Insurance Credentialing Letter of Intent: Free Copy-and-Paste Template + Expert Tips to Get Approved Faster
Below is a professional Letter of Intent (LOI) template for joining an insurance network. It is designed to emphasize operational readiness, clinical expertise, and geographic need—factors that provider relations teams often consider when evaluating requests to join a closed panel.
[Your Company Letterhead / Logo]
Date:
Attn: Provider Network Contracting / Provider Relations Department
[Name of Health Insurance Plan] [Insurance Company Address] [City, State, Zip Code] RE: Letter of Intent to Join Provider Network Applicant Name/Organization: [Your Name or Agency Name]
Type of Practice: [e.g., Home Health Agency / Physical Therapy Group / Solo Practitioner]
National Provider Identifier (NPI): [Your Type 1 or Type 2 NPI]
Tax ID / EIN: [Your EIN]
Dear Provider Relations Team,
I am writing to formally express our interest in joining the provider network for [Name of Health Insurance Plan] as a participating provider. Our organization is fully licensed, accredited, and operational, and we are eager to extend high-quality, cost-effective care to your members in the [Your City/County/Region] area.
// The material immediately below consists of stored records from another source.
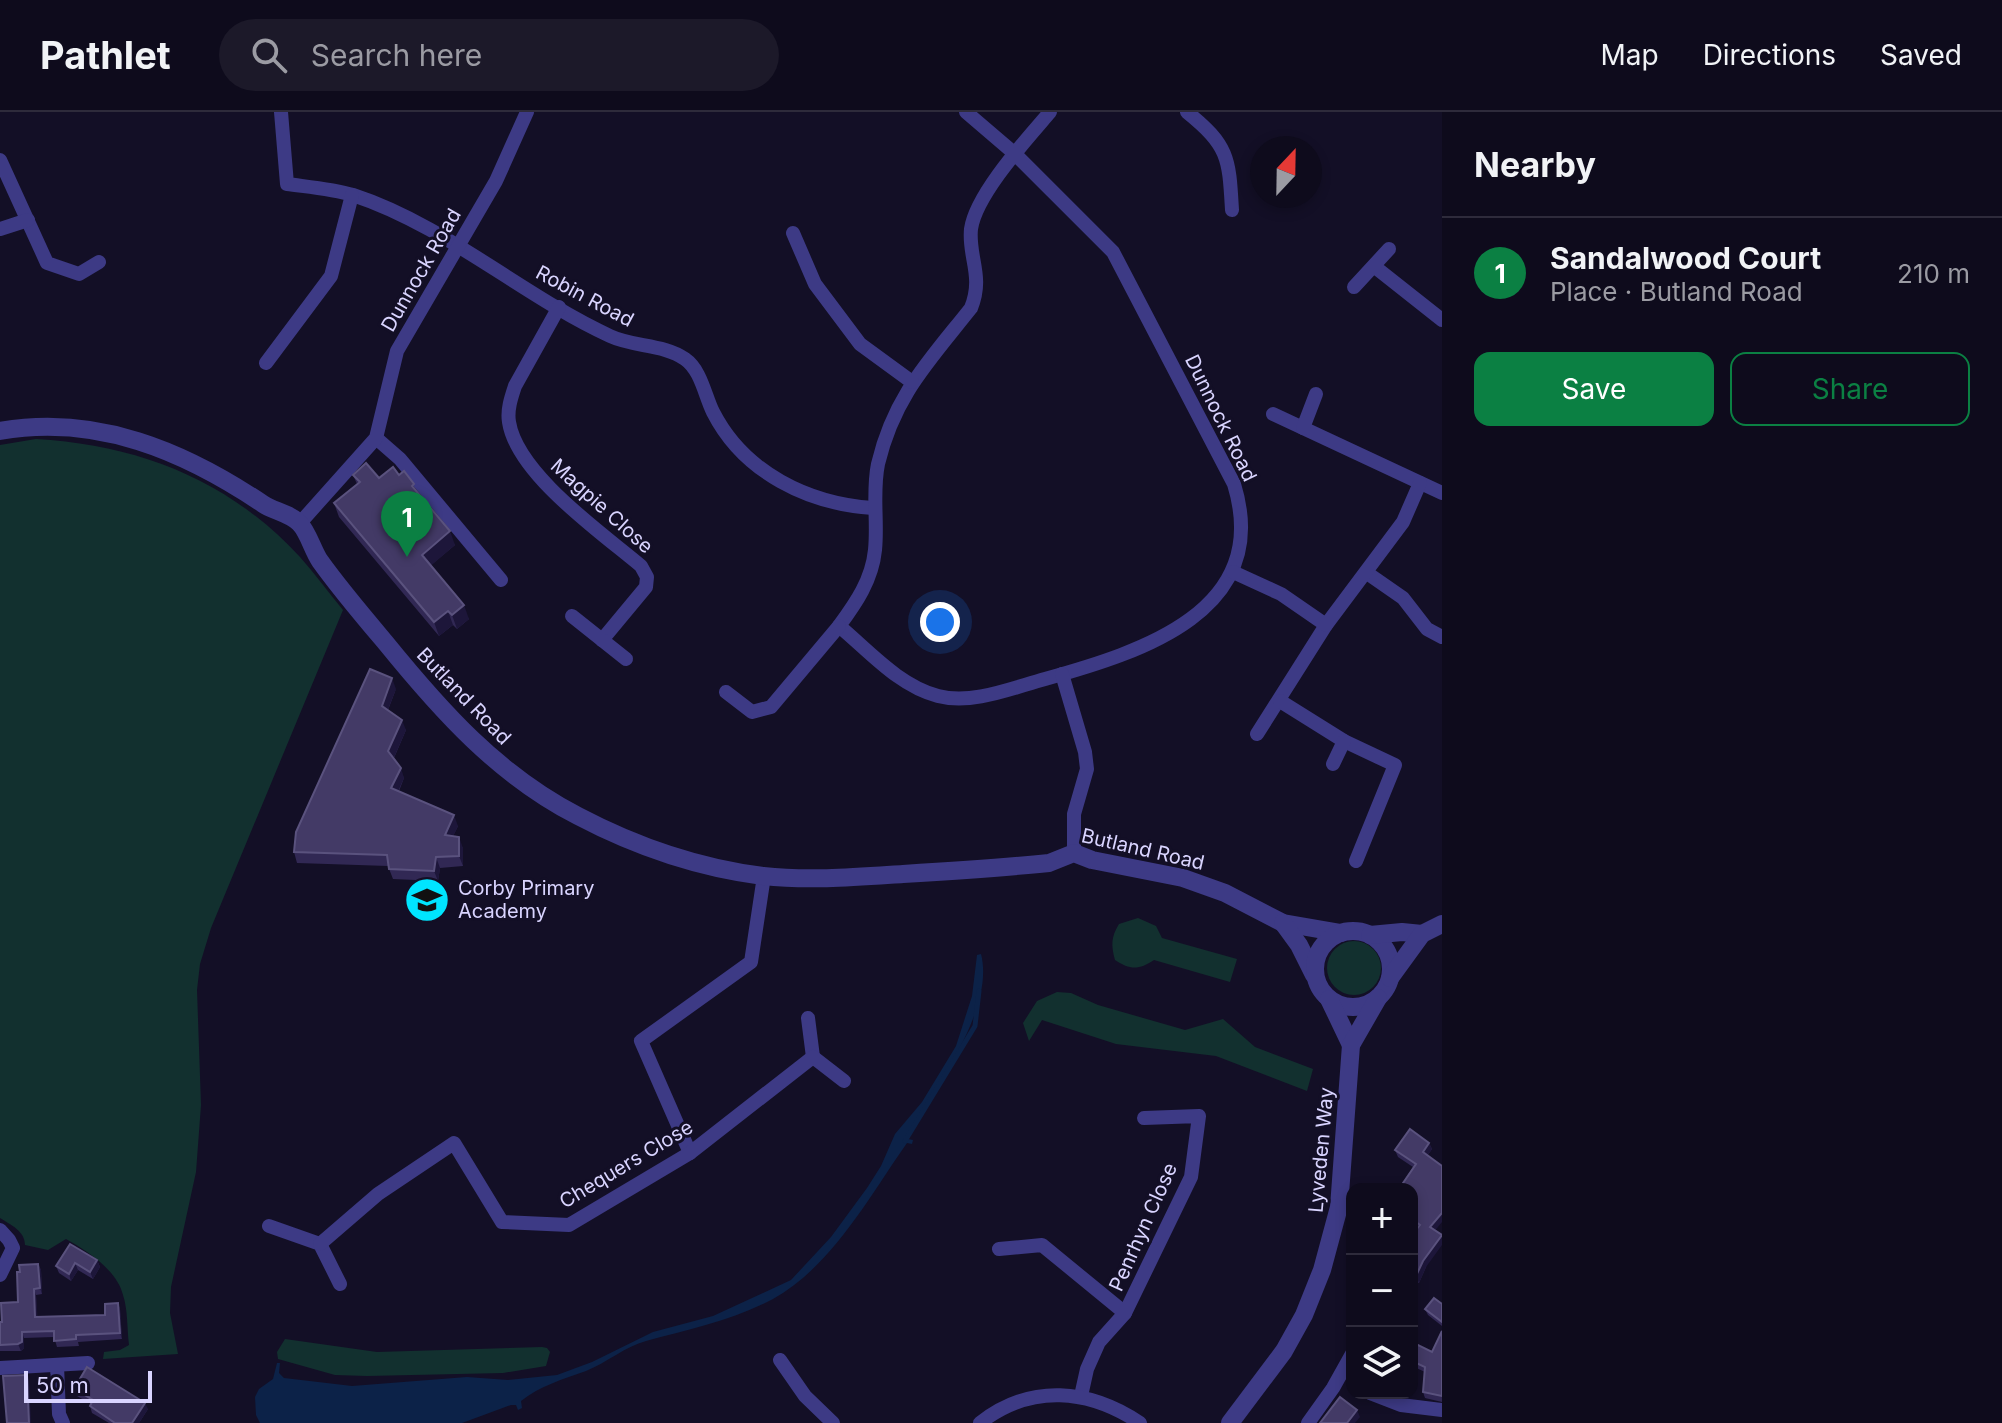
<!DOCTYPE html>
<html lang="en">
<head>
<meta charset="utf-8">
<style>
	body { margin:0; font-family:Inter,sans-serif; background:#1c1929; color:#f1f3f6 }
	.controls { position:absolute; right:24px; bottom:24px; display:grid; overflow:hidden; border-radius:16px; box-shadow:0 4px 12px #0003 }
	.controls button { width:72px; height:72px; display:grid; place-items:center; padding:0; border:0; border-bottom:2px solid #2e2b3b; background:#0e0b1c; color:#f1f3f6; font:40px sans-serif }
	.compass { position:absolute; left:1250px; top:24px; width:72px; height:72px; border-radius:50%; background:#0e0b1c; box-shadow:0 4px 12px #0003; rotate:22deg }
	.scale { position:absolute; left:24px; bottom:20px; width:128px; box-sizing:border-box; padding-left:8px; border:4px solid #d9d4ff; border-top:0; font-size:22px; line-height:28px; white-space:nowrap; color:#d9d4ff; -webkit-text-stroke:6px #130f26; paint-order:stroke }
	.you { position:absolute; left:940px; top:510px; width:28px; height:28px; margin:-20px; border:6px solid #fff; border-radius:50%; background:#1a73e8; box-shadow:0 0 0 12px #1a73e833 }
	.badge { display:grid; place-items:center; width:52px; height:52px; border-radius:50%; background:#0b8043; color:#fff; font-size:26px; font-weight:700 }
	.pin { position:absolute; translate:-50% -66px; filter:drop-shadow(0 2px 4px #0008) }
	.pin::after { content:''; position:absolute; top:42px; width:28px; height:24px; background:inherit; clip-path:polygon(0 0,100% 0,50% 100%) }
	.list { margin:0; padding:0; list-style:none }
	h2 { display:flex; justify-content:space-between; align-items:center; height:104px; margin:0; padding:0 32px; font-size:34px }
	h2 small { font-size:26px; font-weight:400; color:#9b9ba3 }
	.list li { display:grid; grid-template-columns:52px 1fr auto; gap:24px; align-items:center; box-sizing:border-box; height:112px; padding:0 32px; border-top:2px solid #2e2b3b }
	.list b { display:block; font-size:30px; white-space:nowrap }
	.list p { margin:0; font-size:26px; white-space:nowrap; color:#9b9ba3 }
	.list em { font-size:26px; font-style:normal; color:#9b9ba3 }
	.actions { display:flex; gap:16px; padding:24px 32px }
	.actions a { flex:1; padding:18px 0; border:2px solid #0b8043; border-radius:16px; text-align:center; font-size:28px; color:#0b8043 }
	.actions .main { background:#0b8043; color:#fff }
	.icon { flex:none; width:44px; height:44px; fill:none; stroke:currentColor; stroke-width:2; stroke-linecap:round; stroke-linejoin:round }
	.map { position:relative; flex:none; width:1442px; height:1311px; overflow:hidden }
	header { display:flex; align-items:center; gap:48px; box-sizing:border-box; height:112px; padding:0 40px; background:#0e0b1c; border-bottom:2px solid #2e2b3b }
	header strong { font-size:38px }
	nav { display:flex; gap:44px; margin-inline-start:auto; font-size:28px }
	.search { width:560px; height:72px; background:#1c1929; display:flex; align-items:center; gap:20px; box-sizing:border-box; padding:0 28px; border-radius:44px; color:#9b9ba3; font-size:30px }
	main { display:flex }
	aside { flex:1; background:#0e0b1c }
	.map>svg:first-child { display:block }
	.green { fill:#12302f }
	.water { fill:#0c2248 }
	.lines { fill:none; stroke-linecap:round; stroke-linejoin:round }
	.stream { stroke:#0c2248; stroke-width:5 }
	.minor { stroke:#3d3a85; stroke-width:14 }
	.tertiary { stroke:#3d3a85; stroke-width:18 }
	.wall { fill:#312854 }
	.shaded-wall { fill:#1d163a }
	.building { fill:#433a66; stroke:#5a527e; stroke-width:2 }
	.labels { text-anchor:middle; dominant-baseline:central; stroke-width:6; stroke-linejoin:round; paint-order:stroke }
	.street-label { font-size:20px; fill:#d9d4ff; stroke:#130f26 }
	.poi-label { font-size:20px; fill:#d9d4ff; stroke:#130f26; text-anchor:start }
</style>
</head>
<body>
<header>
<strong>Pathlet</strong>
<div class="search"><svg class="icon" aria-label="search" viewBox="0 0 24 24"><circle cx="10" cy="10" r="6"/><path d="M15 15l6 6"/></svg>Search here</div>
<nav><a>Map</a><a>Directions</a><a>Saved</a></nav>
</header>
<main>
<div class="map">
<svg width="1442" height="1311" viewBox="0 0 1442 1311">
	<rect width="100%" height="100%" fill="#130f26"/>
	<g class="green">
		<path d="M36,327C139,333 229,368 300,445C315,462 329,481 343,498L211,816L200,852L197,878L201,993L196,1060L171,1175L170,1201L178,1242L103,1247L104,1240L120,1238L129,1233C127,1217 128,1198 123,1183C117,1158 86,1138 66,1127L48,1138L25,1133C25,1119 11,1113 0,1106V333Z"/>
		<path d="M1138,806L1156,814L1162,826L1237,847L1230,870L1154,848C1139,858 1130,858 1115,848C1111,833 1111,825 1119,812Z"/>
		<circle cx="1354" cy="856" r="27"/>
		<path d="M1057,880L1071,881L1098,893L1185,918L1223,907L1255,935L1313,957L1307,979L1216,944L1116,932L1042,908L1029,929L1023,911L1037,889Z"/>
		<path d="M285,1227L377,1240L542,1235L547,1236L550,1240L546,1254L503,1261L367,1264L335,1263L278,1247L277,1240Z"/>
	</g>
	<path class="water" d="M981,842C995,896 937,974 910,1019L908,1027L913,1028L912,1032L907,1031C869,1085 832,1154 773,1187C734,1208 688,1218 646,1229C626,1234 606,1251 586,1259C563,1267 540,1274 521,1289L522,1296L518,1298L516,1293H511L462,1311H260L256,1303L255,1285L259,1277L273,1267L277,1251H280L279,1261L284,1266L352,1274L467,1265L508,1268L557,1263L592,1250L653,1220L713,1204L791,1168L831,1125L867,1076L881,1054L895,1022L922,990L956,934L972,884L977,843Z"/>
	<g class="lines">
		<path class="stream" d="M905,1029L975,914L979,879"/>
		<g class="minor">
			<path d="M281,0L287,72C309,75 333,77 353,83C445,113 523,184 610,224C633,235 664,232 685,247C701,258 705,284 713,300C744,361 809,392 873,396"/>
			<path d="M966,0L1015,42L1113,140L1234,372C1273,499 1142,540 1045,567C1012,576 972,593 938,584C899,574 869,539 839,514C856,491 872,468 875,438C878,409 872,381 878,352C894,284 929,249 971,196C984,164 968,145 971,117C976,82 1027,27 1050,0"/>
			<path d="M1187,0C1229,34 1229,46 1232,98"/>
			<path d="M0,48L47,151L79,162L99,150"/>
			<path d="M0,117L28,108"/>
			<path d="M793,121L815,172L860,232L912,270"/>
			<path d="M1375,155L1442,208"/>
			<path d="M1354,175L1389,137"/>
			<path d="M559,195L515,274C511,286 507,298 509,310C517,362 602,421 641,454L647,465L646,475L602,528"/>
			<path d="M266,251L331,164L352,83"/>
			<path d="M1273,302L1442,381"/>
			<path d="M1303,316L1316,282"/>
			<path d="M376,326L400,347L501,468"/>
			<path d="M300,411L376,326L397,239L496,69L527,0"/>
			<path d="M1233,460L1281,482L1326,513L1257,622"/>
			<path d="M1367,461L1403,486L1427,517L1442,525"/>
			<path d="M572,504L626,547"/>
			<path d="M1326,513L1403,410L1420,371"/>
			<path d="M1062,562L1085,640L1087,657L1074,702V741"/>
			<path d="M726,580L752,600L771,595L839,514"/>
			<path d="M1280,589L1344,629L1395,653L1356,749"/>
			<path d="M1333,652L1344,629"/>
			<path d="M808,906L813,945"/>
			<path d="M690,1041L641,929L751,850L764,764"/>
			<path d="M269,1114L320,1132L340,1172"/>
			<path d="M0,1118L9,1128L13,1136L0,1163"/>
			<path d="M320,1132L378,1082L454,1031L502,1110L569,1113L690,1041L813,945L844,969"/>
			<path d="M999,1137L1042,1133L1125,1201"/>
			<path d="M780,1248L805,1284L833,1311"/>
			<path d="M57,1253L59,1302L63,1311"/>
			<path d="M0,1256L88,1251"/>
			<path d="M1370,1281L1401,1293L1442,1298"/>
			<path d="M1081,1284L1087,1257L1099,1230L1125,1201L1191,1065L1199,1004L1144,1006"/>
			<path d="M980,1311C1031,1271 1089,1277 1140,1311"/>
			<path d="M1308,1311L1333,1276L1352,1242"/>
		</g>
		<g class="tertiary">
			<path d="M0,319C97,302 184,339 263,392C273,399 292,402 300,412C308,420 313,439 320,449C340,477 363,504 385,530C441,599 498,663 578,704C635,734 700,756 763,764C809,769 857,765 903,762C952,759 1001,756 1049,751L1074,741L1092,748L1183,766L1225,781L1283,811L1341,821"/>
			<path d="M1283,811L1299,833L1314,863"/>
			<circle cx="1353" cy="857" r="38"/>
			<path d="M1370,823L1402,820L1422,822"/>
			<path d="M1390,866L1422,822L1442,812"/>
			<path d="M1329,887L1351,933"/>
			<path d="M1230,1311L1284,1239L1304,1203L1322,1158L1339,1095L1351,933L1378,886"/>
		</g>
	</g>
	<g class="wall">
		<path d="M353,363L379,366L417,380L455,433L431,453L469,507L457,517L453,513L439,524L339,405L334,391L357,372Z"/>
		<path d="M396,577L388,598L406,618L394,646L404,666L399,679L458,714L453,724L463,736V754L440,756L438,769L393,767L388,754L297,751L294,740Z"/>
		<path d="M1429,1031L1432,1037L1427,1044L1435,1118L1426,1155L1419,1171L1416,1170L1412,1179V1123L1417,1116L1412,1112V1077H1402L1401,1074L1413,1055L1398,1045L1395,1038Z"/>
		<path d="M97,1148L100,1155L93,1167L78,1158L71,1169L59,1161L56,1154Z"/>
		<path d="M38,1152L41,1158L42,1182L36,1183L37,1205L105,1203L118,1191L120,1197L122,1227L78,1230L79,1234L57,1235L54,1225L24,1226V1236L21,1239H0V1210H2L18,1190L20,1160Z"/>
		<path d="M1442,1192V1214L1428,1203L1425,1197Z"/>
		<path d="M1442,1219V1290L1425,1286L1423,1280L1425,1260L1412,1254V1230L1432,1240Z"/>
		<path d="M74,1277L148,1297L139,1311H109L92,1301L90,1294L91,1292L77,1284Z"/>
	</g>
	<g class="shaded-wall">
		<path d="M450,419L455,433L427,457L422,443Z"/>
		<path d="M464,493L469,507L457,517L452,503Z"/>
		<path d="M448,499L453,513L439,524L434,510Z"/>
		<path d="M392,566L396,577L385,605L382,594Z"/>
		<path d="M402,608L406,618L392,650L388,639Z"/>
		<path d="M401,656L404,666L395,686L391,676Z"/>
		<path d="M454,703L458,714L449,733L445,723Z"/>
		<path d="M459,725L463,736V754L459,744Z"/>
		<path d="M436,745L440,756L438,769L434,759Z"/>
		<path d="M1429,1031L1432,1037L1425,1047L1423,1040Z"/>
		<path d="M1442,1101V1110L1433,1121L1430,1115Z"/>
		<path d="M1442,1123V1133L1426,1155L1419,1171L1416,1164L1423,1149Z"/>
		<path d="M97,1148L100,1155L93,1167L90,1160Z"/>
		<path d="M75,1151L78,1158L71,1169L69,1162Z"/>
		<path d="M38,1152L41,1158L42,1182L40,1176Z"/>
		<path d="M1414,1163L1416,1170L1412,1179V1167Z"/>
		<path d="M34,1177L36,1183L38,1211L35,1205Z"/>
		<path d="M118,1191L120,1197L122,1227L120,1221Z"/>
		<path d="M22,1220L24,1226V1236L21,1239L18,1232Z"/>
		<path d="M27,1263L29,1269L31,1311H29Z"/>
		<path d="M145,1291L148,1297L139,1311H132Z"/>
		<path d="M1357,1298L1360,1305L1355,1311H1347Z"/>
	</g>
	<g class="building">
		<path d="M366,351L379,366L393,355L399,363L404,359L414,372L412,374L450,419L422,443L464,493L452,503L448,499L434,510L334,391L360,370L353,363Z"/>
		<path d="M370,557L392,566L382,594L402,608L388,639L401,656L391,676L454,703L445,723L459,725V744L436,745L434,759L389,757L387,743L294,740L296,720Z"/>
		<path d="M1410,1017L1429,1031L1423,1040L1442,1054V1101L1430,1115L1442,1123L1423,1149L1416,1164L1414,1163L1412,1167V1123L1420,1113L1412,1107V1077H1405L1401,1074L1416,1052L1395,1038Z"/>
		<path d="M70,1132L97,1148L90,1160L75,1151L69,1162L56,1154Z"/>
		<path d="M38,1152L40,1176L34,1177L35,1205L105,1203V1192L118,1191L120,1221L76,1223V1227L54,1229V1219L22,1220V1230L18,1232L0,1233V1210H2L1,1191L18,1190L17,1160H20L19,1153Z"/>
		<path d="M1434,1186L1442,1192V1210L1425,1197Z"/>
		<path d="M1442,1219V1284L1423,1280L1425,1255L1412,1249V1230L1432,1240Z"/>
		<path d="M87,1255L145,1291L132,1311H115L90,1294L93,1288L74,1277Z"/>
		<path d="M27,1263L29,1311H7L3,1264Z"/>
		<path d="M1340,1285L1357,1298L1347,1311H1320Z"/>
	</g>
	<defs>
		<g id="school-disc" transform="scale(2.3)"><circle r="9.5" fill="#00e5ff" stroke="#130f26"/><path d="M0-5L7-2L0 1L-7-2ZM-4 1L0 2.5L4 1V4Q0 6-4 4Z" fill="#111"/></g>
	</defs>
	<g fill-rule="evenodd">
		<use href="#school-disc" x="427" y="788"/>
	</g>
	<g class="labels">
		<g class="street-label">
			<text transform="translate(421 158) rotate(-60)">Dunnock Road</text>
			<text transform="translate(585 184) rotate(28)">Robin Road</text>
			<text transform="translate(1221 306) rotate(64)">Dunnock Road</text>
			<text transform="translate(602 394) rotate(42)">Magpie Close</text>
			<text transform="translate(464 584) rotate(46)">Butland Road</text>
			<text transform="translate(1143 737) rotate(13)">Butland Road</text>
			<text transform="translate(1321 1038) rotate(-85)">Lyveden Way</text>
			<text transform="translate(626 1052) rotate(-31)">Chequers Close</text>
			<text transform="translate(1143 1115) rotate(-66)">Penrhyn Close</text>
		</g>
		<g class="poi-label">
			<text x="458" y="776">Corby Primary<tspan x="458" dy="23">Academy</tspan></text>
		</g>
	</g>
</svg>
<div class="controls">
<button>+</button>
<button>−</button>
<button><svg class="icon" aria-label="layers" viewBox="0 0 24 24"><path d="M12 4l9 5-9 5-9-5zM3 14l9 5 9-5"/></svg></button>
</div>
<svg class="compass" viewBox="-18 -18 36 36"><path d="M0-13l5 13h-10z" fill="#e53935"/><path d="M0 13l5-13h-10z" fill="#9b9ba3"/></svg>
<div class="scale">50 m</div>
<div class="you"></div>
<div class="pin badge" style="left:407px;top:445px">1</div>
</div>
<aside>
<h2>Nearby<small></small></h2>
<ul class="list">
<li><span class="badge">1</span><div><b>Sandalwood Court</b><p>Place · Butland Road</p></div><em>210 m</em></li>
</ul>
<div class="actions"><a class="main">Save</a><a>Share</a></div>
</aside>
</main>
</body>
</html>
We believe that admitting our practice into your network will offer significant value to your members and fill critical gaps in local care. Specifically, we bring the following assets to your network:
- Specialized Care and Clinical Programs: Our team specializes in [mention 1–2 specific clinical niches, e.g., chronic disease management for CHF/COPD, specialized dementia care, or advanced wound care], which actively reduces preventable hospital readmissions.
- Geographic Coverage and Accessibility: We service a high-demand, underserved demographic across [List primary counties or key zip codes]. Our location features [mention accessibility points, e.g., multilingual staff fluent in Spanish/Vietnamese, or flexible weekend/evening availability].
- Administrative Readiness: Our credentialing data is completely updated and certified on the CAQH Provider Data Portal (CAQH ID: [Your CAQH Number]). We maintain full professional liability insurance meeting your standard [$1M/$3M] thresholds and utilize fully integrated Electronic Health Records (EHR) to ensure seamless care coordination.
Enclosed with this letter, please find our practice fact sheet, a copy of our state license, and our W-9 form for your review.
We are fully prepared to initiate the formal credentialing and contracting process immediately. Thank you for your time, consideration, and dedication to expanding quality provider choices for your members. I look forward to your favorable response.
Sincerely,
[Your Signature]
[Your Printed Name] [Your Title, e.g., Executive Director / Practice Owner] [Your Agency/Practice Name] [Your Phone Number] [Your Email Address] [Your Practice Website URL] ***
Tips Before You Send:
- Verify the Recipient: Before you send the letter, contact the insurer’s provider relations team to confirm the correct person or department email for new network requests. Sending it to the right contact helps ensure it reaches the appropriate team.
- Tailor Your Niches: Don't just list generic services. If your area has a shortage of a specific service you provide (like home-based occupational therapy or specialized pediatric care), make that the highlight of your bullet points.